Dante alzó una ceja sin apartar la mirada de ella. No era secreto para nadie cómo cambiaba Amélie siempre que Noa estaba cerca, ni las incontables veces que se quedaba sin palabras al intentar hablar con él. Era, sin duda, un espectáculo digno de ver.
—Puedo repetirlo, por si no escuchaste, pero todos serán capaces de oírlo. —La retó.
—Joder, Dante. No, claro que no —añadió, casi suplicante—. Vale, lo admito. ¿Feliz? Ahora, ¿le hablarás a tu chica misteriosa? ¿Le preguntarás al menos el nombre?
—Mel… —Dante habló empleando un tono de voz más suave. Era incapaz de dejar pasar el tema—. Llevas casi un año enamorada de él. No deberías, no sé, ¿decírselo? Qué sé yo, compartir experiencias, crear lazos a través de las tragedias.

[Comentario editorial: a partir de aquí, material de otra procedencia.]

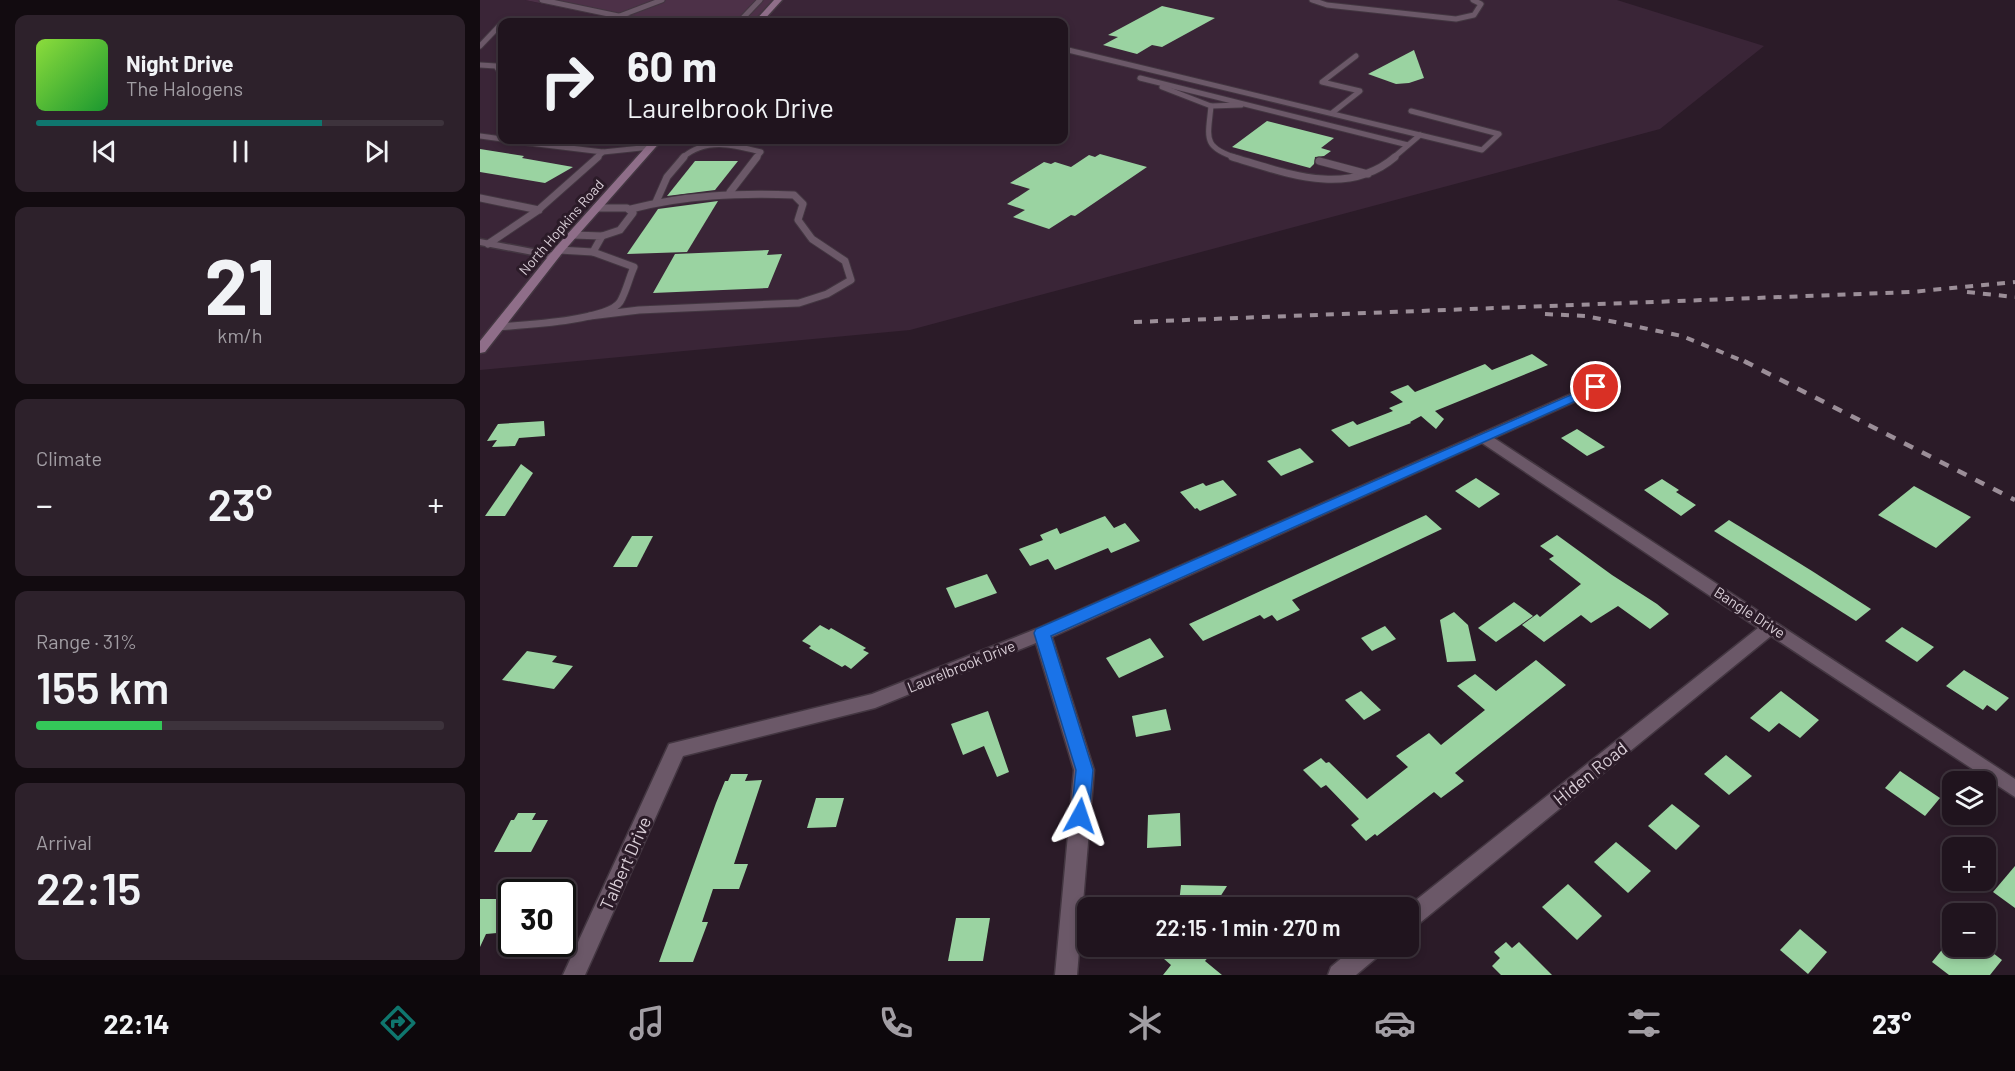 <!DOCTYPE html>
<html lang="en">
<head>
<meta charset="utf-8">
<style>
	body { margin:0; font-family:Barlow,sans-serif; background:#2d212b; color:#f1f3f6; height:100vh; display:flex; flex-direction:column; font-size:22px; white-space:nowrap }
	* { box-sizing:border-box; margin:0 }
	p { font-size:20px; color:#a29ea4 }
	.icon { flex:none; width:33px; height:33px; fill:none; stroke:currentColor; stroke-width:2; stroke-linecap:round; stroke-linejoin:round }
	.map { position:relative; flex:1; overflow:hidden }
	.sheet { display:flex; flex-direction:column; gap:15px; padding:15px; background:#120b10; width:480px }
	.sheet>* { flex:none }
	.banner { position:absolute; left:18px; top:18px; width:570px; height:126px; border-radius:12px; box-shadow:0 3px 9px #0003,0 0 0 2px #3d333c; background:#20141e; color:#f1f3f6; overflow:hidden }
	.fabs { position:absolute; left:1462px; top:771px; display:grid; gap:12px }
	.fabs a { display:grid; place-items:center; width:54px; height:54px; border-radius:12px; background:#20141e; box-shadow:0 3px 9px #0003,0 0 0 2px #3d333c; font-size:30px }
	.speed { position:absolute; left:18px; top:879px; display:flex; gap:12px; font-size:30px; font-weight:700; text-align:center }
	.speed>* { display:grid; place-content:center; width:78px; height:78px; border-radius:50%; background:#20141e; box-shadow:0 3px 9px #0003,0 0 0 2px #3d333c; line-height:1 }
	.speed .limit { border:3px solid #111; border-radius:9px; background:#fff; color:#111 }
	.pin { position:absolute; display:grid; place-items:center; width:51px; height:51px; color:#fff; margin:-26px; border:3px solid #fff; border-radius:50%; box-shadow:0 2px 6px #0007 }
	.me { position:absolute; width:66px; margin:-33px; rotate:5deg; stroke-linejoin:round; filter:drop-shadow(0 0 4px #0008) }
	.turn { display:flex; align-items:center; gap:21px; height:126px; padding:0 30px; font-size:27px }
	.turn .icon { width:78px; height:78px; stroke-width:2.5 }
	.turn b { display:block; font-size:42px; line-height:51px }
	.big { font-size:45px; font-weight:600; line-height:1.1 }
	.sheet .card { flex:1; display:flex; flex-direction:column; justify-content:center; gap:9px; min-width:0; padding:0 21px; border-radius:12px; background:#2d212b }
	.sheet .dial { align-items:center; gap:0 }
	.dial b { font-size:78px; line-height:1 }
	.song { display:flex; align-items:center; gap:18px }
	.cover { width:72px; height:72px; border-radius:9px; background:linear-gradient(135deg,hsl(90 70% 55%),hsl(130 70% 35%)) }
	.played { height:6px; border-radius:3px; background:linear-gradient(90deg,#0f766e 70%,#3d333c 70%) }
	.keys { display:flex; justify-content:space-around; direction:ltr }
	.heat { display:flex; justify-content:space-between; align-items:center; font-size:33px; direction:ltr }
	.charge { height:9px; border-radius:4px; background:linear-gradient(90deg,#34c759 31%,#3d333c 0) }
	.trip { position:absolute; left:597px; top:897px; width:342px; height:60px; border-radius:12px; background:#20141e; box-shadow:0 3px 9px #0003,0 0 0 2px #3d333c; font-weight:600; line-height:60px; text-align:center }
	.menu { display:flex; height:96px; justify-content:space-around; align-items:center; background:#0d080c; color:#a29ea4 }
	.menu .icon { width:42px; height:42px }
	.menu .active { color:#0f766e }
	.menu b { font-size:27px; color:#f1f3f6 }
	main { display:flex; flex:1; min-height:0 }
	.map>svg:first-child { display:block }
	.built { fill:#3a2537 }
	.green { fill:#4d3148 }
	.building { fill:#9ad3a1 }
	.lines { fill:none; stroke-linecap:round; stroke-linejoin:round }
	.service-far1-casing { stroke:#433641; stroke-width:7 }
	.service-casing { stroke:#433641; stroke-width:9 }
	.minor-casing { stroke:#433641; stroke-width:3 }
	.tertiary-casing { stroke:#433641; stroke-width:3 }
	.secondary-casing { stroke:#433641; stroke-width:3 }
	.service-far1 { stroke:#6b5868; stroke-width:5 }
	.service { stroke:#6b5868; stroke-width:7 }
	.minor { fill:#6b5868; fill-rule:evenodd }
	.tertiary { fill:#6b5868; fill-rule:evenodd }
	.secondary { fill:#8f6e89; fill-rule:evenodd }
	.rail-far1 { stroke:#9b8e98; stroke-width:4; stroke-dasharray:8 8; stroke-linecap:butt }
	.rail { stroke:#9b8e98; stroke-width:4.5; stroke-dasharray:10 10; stroke-linecap:butt }
	.route { fill:#1a73e8; stroke:#114b97; stroke-width:1.5 }
	.labels { text-anchor:middle; dominant-baseline:central; stroke-width:6; stroke-linejoin:round; paint-order:stroke }
	.far-street-label { font-size:14px; fill:#d9ced7; stroke:#2b1b28 }
	.street-label { font-size:15px; fill:#d9ced7; stroke:#2b1b28 }
	.near-street-label { font-size:18px; fill:#d9ced7; stroke:#2b1b28 }
</style>
</head>
<body>
<main>
<section class="sheet">
<div class="card">
<div class="song"><i class="cover"></i><div><b>Night Drive</b><p>The Halogens</p></div></div>
<div class="played"></div>
<div class="keys"><svg class="icon" aria-label="previous" viewBox="0 0 24 24"><path d="M18 5L8 12l10 7zM5 5v14"/></svg><svg class="icon" aria-label="pause" viewBox="0 0 24 24"><path d="M8 5v14M16 5v14"/></svg><svg class="icon" aria-label="next" viewBox="0 0 24 24"><path d="M6 5l10 7-10 7zM19 5v14"/></svg></div>
</div>
<div class="card dial"><b>21</b><p>km/h</p></div>
<div class="card"><p>Climate</p>
<div class="heat"><a>−</a><b class="big">23°</b><a>+</a></div>
</div>
<div class="card"><p>Range · 31%</p><b class="big">155 km</b><div class="charge"></div></div>
<div class="card"><p>Arrival</p><b class="big">22:15</b></div>
</section>
<div class="map">
<svg width="1535" height="975" viewBox="0 0 1535 975">
	<rect width="100%" height="100%" fill="#2b1b28"/>
	<path class="built" d="M0 0H45L151 22H22V140H584V22H280L301 0H1137L1284 46 1180 129 430 330 0 370Z"/>
	<path class="green" d="M45 0H301L280 22H151Z"/>
	<g class="building">
		<path d="M682 6 735 18 682 47 672 45 657 54 623 45 638 37 628 35Z"/>
		<path d="M934 50 944 78 929 83 916 84 888 74Z"/>
		<path d="M787 121 854 138 841 148 851 151 844 156 835 157 834 164 830 168 752 147Z"/>
		<path d="M0 149 44 156 42 158 93 167 65 183 0 172Z"/>
		<path d="M620 154 667 167 595 216 591 215 569 229 533 217 545 210 527 204 550 189 530 183 564 162 571 164 575 162 591 167 609 155 615 157Z"/>
		<path d="M215 161H258L235 190 187 196Z"/>
		<path d="M238 201 207 252 147 254 178 209Z"/>
		<path d="M289 250 287 255 302 254 288 288 173 293 195 254Z"/>
		<path d="M1052 354 1068 365 955 411 964 419 956 429 941 416 930 422 931 423 869 447 851 430 873 421 877 425 913 411 909 408 923 402 910 392 928 385 935 392 1005 364 1012 370Z"/>
		<path d="M64 421 65 436 39 438 35 446 12 447 17 440 7 441 18 424Z"/>
		<path d="M1097 429 1125 447 1107 456 1081 438Z"/>
		<path d="M820 448 834 462 801 476 787 461Z"/>
		<path d="M41 464 53 473 25 516H5Z"/>
		<path d="M996 478 1020 494 999 508 975 491Z"/>
		<path d="M1182 479 1199 490 1196 492 1216 505 1201 516 1164 490Z"/>
		<path d="M743 480 757 495 720 511 717 508 715 509 700 492 723 483 726 486Z"/>
		<path d="M1434 486 1491 517 1456 548 1398 515Z"/>
		<path d="M946 515 962 529 812 600 820 610 797 621 792 615 784 619 780 615 723 641 709 624Z"/>
		<path d="M625 516 634 528 645 523 660 541 631 553 628 548 575 570 568 559 550 566 539 549 563 540 560 535 577 528 580 534Z"/>
		<path d="M1249 520 1332 571 1391 609 1376 621 1234 531Z"/>
		<path d="M1077 535 1132 575 1177 604 1189 614 1170 629 1138 606 1111 623 1101 615 1064 642 1042 625 1057 614 1060 617 1101 584 1069 559 1074 556 1060 546Z"/>
		<path d="M152 536H173L157 567H133Z"/>
		<path d="M507 574 517 593 475 608 466 588Z"/>
		<path d="M1034 602 1053 616 1016 642 998 628Z"/>
		<path d="M974 612 988 625 996 661 967 662 960 620Z"/>
		<path d="M340 625 349 630 351 628 386 648 383 650 389 653 371 669 365 665 362 667 329 648 331 646 322 641Z"/>
		<path d="M905 626 916 639 892 651 881 638Z"/>
		<path d="M1422 627 1454 647 1437 662 1405 641Z"/>
		<path d="M670 638 684 657 639 678 626 658Z"/>
		<path d="M47 651 77 656 72 662 93 666 74 689 22 680Z"/>
		<path d="M1056 660 1086 685 975 773 984 781 961 798 954 792 897 836 895 834 886 841 871 825 879 819 846 785 841 788 823 770 841 758 846 763 849 762 887 799 928 767 916 756 949 733 961 745 1005 710 977 686 995 674 1016 691Z"/>
		<path d="M1484 670 1529 698 1516 711 1507 705 1503 710 1466 686Z"/>
		<path d="M881 691 901 710 884 720 865 700Z"/>
		<path d="M1301 691 1339 720 1320 738 1299 723 1289 732 1270 718Z"/>
		<path d="M686 709 691 730 656 737 652 716Z"/>
		<path d="M508 711 529 772 517 777 504 746 483 755 471 724Z"/>
		<path d="M1246 755 1272 776 1249 795 1224 774Z"/>
		<path d="M1420 771 1460 798 1445 816 1405 788Z"/>
		<path d="M251 774H268L265 781 282 780 254 864H268L259 889H233L222 922H228L213 962H179L236 803 245 781H248Z"/>
		<path d="M336 798H364L356 827 327 828Z"/>
		<path d="M1192 804 1220 826 1196 850 1168 826Z"/>
		<path d="M38 813H56L52 820H68L51 852H14L31 820H34Z"/>
		<path d="M700 813 701 846 667 848 668 815Z"/>
		<path d="M1136 842 1171 871 1148 893 1114 862Z"/>
		<path d="M1535 866V908L1513 892Z"/>
		<path d="M1088 884 1122 916 1097 940 1062 907Z"/>
		<path d="M701 885 747 886 735 905 699 903Z"/>
		<path d="M0 899H23L20 906H31L17 933 6 934 0 947Z"/>
		<path d="M476 918H510L503 961H468Z"/>
		<path d="M1320 929 1347 952 1328 974 1300 950Z"/>
		<path d="M1026 942 1032 948 1039 942 1072 975H1021L1012 966 1020 958 1014 952Z"/>
		<path d="M669 946H738L725 961 742 975H683L691 965Z"/>
		<path d="M1465 946H1504L1522 960 1510 975H1469L1452 962Z"/>
	</g>
	<g class="lines">
		<defs>
			<g id="service-far1">
				<path d="M62 0 167 22"/>
				<path d="M832 0 847 5 976 19 994 15 1001 4 993 0"/>
				<path d="M137 17 182 0"/>
				<path d="M25 22H70"/>
				<path d="M259 22 280 0"/>
				<path d="M0 46 22 23"/>
				<path d="M584 49 1002 150 1019 134 931 111"/>
				<path d="M0 65 16 66 22 75"/>
				<path d="M660 78 928 145"/>
				<path d="M682 87 731 106 761 105"/>
				<path d="M731 106C728 138 722 147 757 158"/>
				<path d="M852 113 880 91 842 82 876 56"/>
				<path d="M0 136 22 139"/>
				<path d="M24 140 123 152"/>
				<path d="M116 158 123 152 171 147"/>
				<path d="M202 158C226 137 254 145 281 152L276 158"/>
				<path d="M913 158 940 135"/>
			</g>
			<g id="service">
				<path d="M752 157C806 173 867 198 915 157"/>
				<path d="M839 161 888 174"/>
				<path d="M250 192 277 157"/>
				<path d="M0 198 59 210"/>
				<path d="M176 202 187 177 204 157"/>
				<path d="M116 208H147L153 213 140 230 122 236"/>
				<path d="M93 235 122 236 113 252"/>
				<path d="M8 244 57 211 118 157"/>
				<path d="M110 316 159 310 319 303 347 294 371 280 365 261 332 239 318 220 323 204 314 195C258 193 205 195 151 209"/>
				<path d="M17 327C41 325 127 321 140 302 146 292 149 278 154 267L113 252 79 250"/>
			</g>
			<g id="minor">
				<path d="M1116 383 1123 387 1121 390 1014 438 1535 779V797L1291 636 936 926 928 929V908H926L1278 628 1002 443 572 637 614 770 597 975H575L594 770 556 643 395 708 203 756 105 975H83L189 744 392 694 556 629Z"/>
				<path d="M876 946H905L902 953 876 975H848L851 967Z"/>
			</g>
			<path id="tertiary" d="M0 239 74 253 80 256 74 259 0 245Z"/>
			<g id="secondary">
				<path d="M294 0H302L282 22H274Z"/>
				<path d="M172 140H182L83 252 5 352 0 353V341L75 248Z"/>
			</g>
		</defs>
		<use href="#service-far1" class="service-far1-casing"/>
		<use href="#service" class="service-casing"/>
		<use href="#minor" class="minor-casing"/>
		<use href="#tertiary" class="tertiary-casing"/>
		<use href="#secondary" class="secondary-casing"/>
		<use href="#service-far1" class="service-far1"/>
		<use href="#service" class="service"/>
		<use href="#minor" class="minor"/>
		<use href="#tertiary" class="tertiary"/>
		<use href="#secondary" class="secondary"/>
		<g class="rail-far1">
			<path d="M1487 292 1535 297"/>
			<path d="M1065 314 1106 316 1202 336 1268 363"/>
			<path d="M654 322 1431 292 1535 282"/>
		</g>
		<path class="rail" d="M1264 361 1535 500"/>
	</g>
	<path class="route" d="M1116 384 1122 387 1120 390 571 636 613 770 609 816 607 822 600 824 594 822 591 816 596 770 554 633 556 629Z"/>
	<g class="labels">
		<g class="far-street-label">
			<text transform="translate(81 227) rotate(-49)">North Hopkins Road</text>
		</g>
		<g class="street-label">
			<text transform="translate(1270 612) rotate(33)">Bangle Drive</text>
			<text transform="translate(481 666) rotate(-22)">Laurelbrook Drive</text>
		</g>
		<g class="near-street-label">
			<text transform="translate(1110 773) rotate(-39)">Hiden Road</text>
			<text transform="translate(145 863) rotate(-66)">Talbert Drive</text>
		</g>
	</g>
</svg>
<div class="fabs">
<a><svg class="icon" aria-label="layers" viewBox="0 0 24 24"><path d="M12 4l9 5-9 5-9-5zM3 14l9 5 9-5"/></svg></a>
<a>+</a>
<a>−</a>
</div>
<div class="speed"><div class="limit">30</div></div>
<div class="pin" style="left:1116px;top:387px;background:#d93025"><svg class="icon" aria-label="arrive" viewBox="0 0 24 24"><path d="M6 21V4h12l-3 4 3 4H6"/></svg></div>
<svg class="me" style="left:600px;top:816px" viewBox="-20 -20 40 40"><path d="M0-17L14 15 0 8-14 15z" fill="#1a73e8" stroke="#fff" stroke-width="4"/></svg>
<div class="trip">22:15 · 1 min · 270 m</div>
<div class="banner">
<div class="turn"><svg class="icon" aria-label="right" viewBox="0 0 24 24"><path d="M7 20v-9h11M14 6l5 5-5 5"/></svg><div><b>60 m</b>Laurelbrook Drive</div></div>
</div>
</div>
</main>
<nav class="menu">
<b>22:14</b>
<svg class="icon active" aria-label="directions" viewBox="0 0 24 24"><path d="M12 3l9 9-9 9-9-9zM9 14v-3h6M13 9l2 2-2 2"/></svg>
<svg class="icon" aria-label="music" viewBox="0 0 24 24"><path d="M9 18V5l10-2v13"/><circle cx="6" cy="18" r="3"/><circle cx="16" cy="16" r="3"/></svg>
<svg class="icon" aria-label="phone" viewBox="0 0 24 24"><path d="M5 4h4l2 5-3 2q2 4 5 5l2-3 5 2v4C11 20 4 13 5 4z"/></svg>
<svg class="icon" aria-label="climate" viewBox="0 0 24 24"><path d="M12 3v18M4 7l16 10M4 17L20 7"/></svg>
<svg class="icon" aria-label="car" viewBox="0 0 24 24"><path d="M5 17H2v-5l4-1 3-4h7l3 4 3 1v5h-3M9 17h6M6 11h13"/><circle cx="7" cy="17" r="2"/><circle cx="17" cy="17" r="2"/></svg>
<svg class="icon" aria-label="filters" viewBox="0 0 24 24"><path d="M4 7h16M4 17h16"/><circle cx="9" cy="7" r="2"/><circle cx="15" cy="17" r="2"/></svg>
<b>23°</b>
</nav>
</body>
</html>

—Esto es la vida real, Dante. No se trata de un episodio de Anatomía de Grey —confesó entre dientes—. Además, es complicado.
—¿Qué es complicado?
—Todo, ¿es que no lo ves? Todo es complicado —balbuceó—. ¿Y si lo arruino? ¿Y si no le gusto y hago el ridículo? O peor, ¿qué pasa si digo algo inapropiado? Además, es tu mejor amigo. Son demasiadas consecuencias para actuar por un simple flechazo.
—Tú y yo sabemos que nunca se ha tratado de un simple flechazo.
—¿Qué no es más que un simple flechazo? —interrumpió Noa acercándose con Emma.
De inmediato, Mel le lanzó una mirada hostil, pero ella solo se encogió de hombros y, sin más, se alejó hacia la máquina para preparar dos Irish coffee.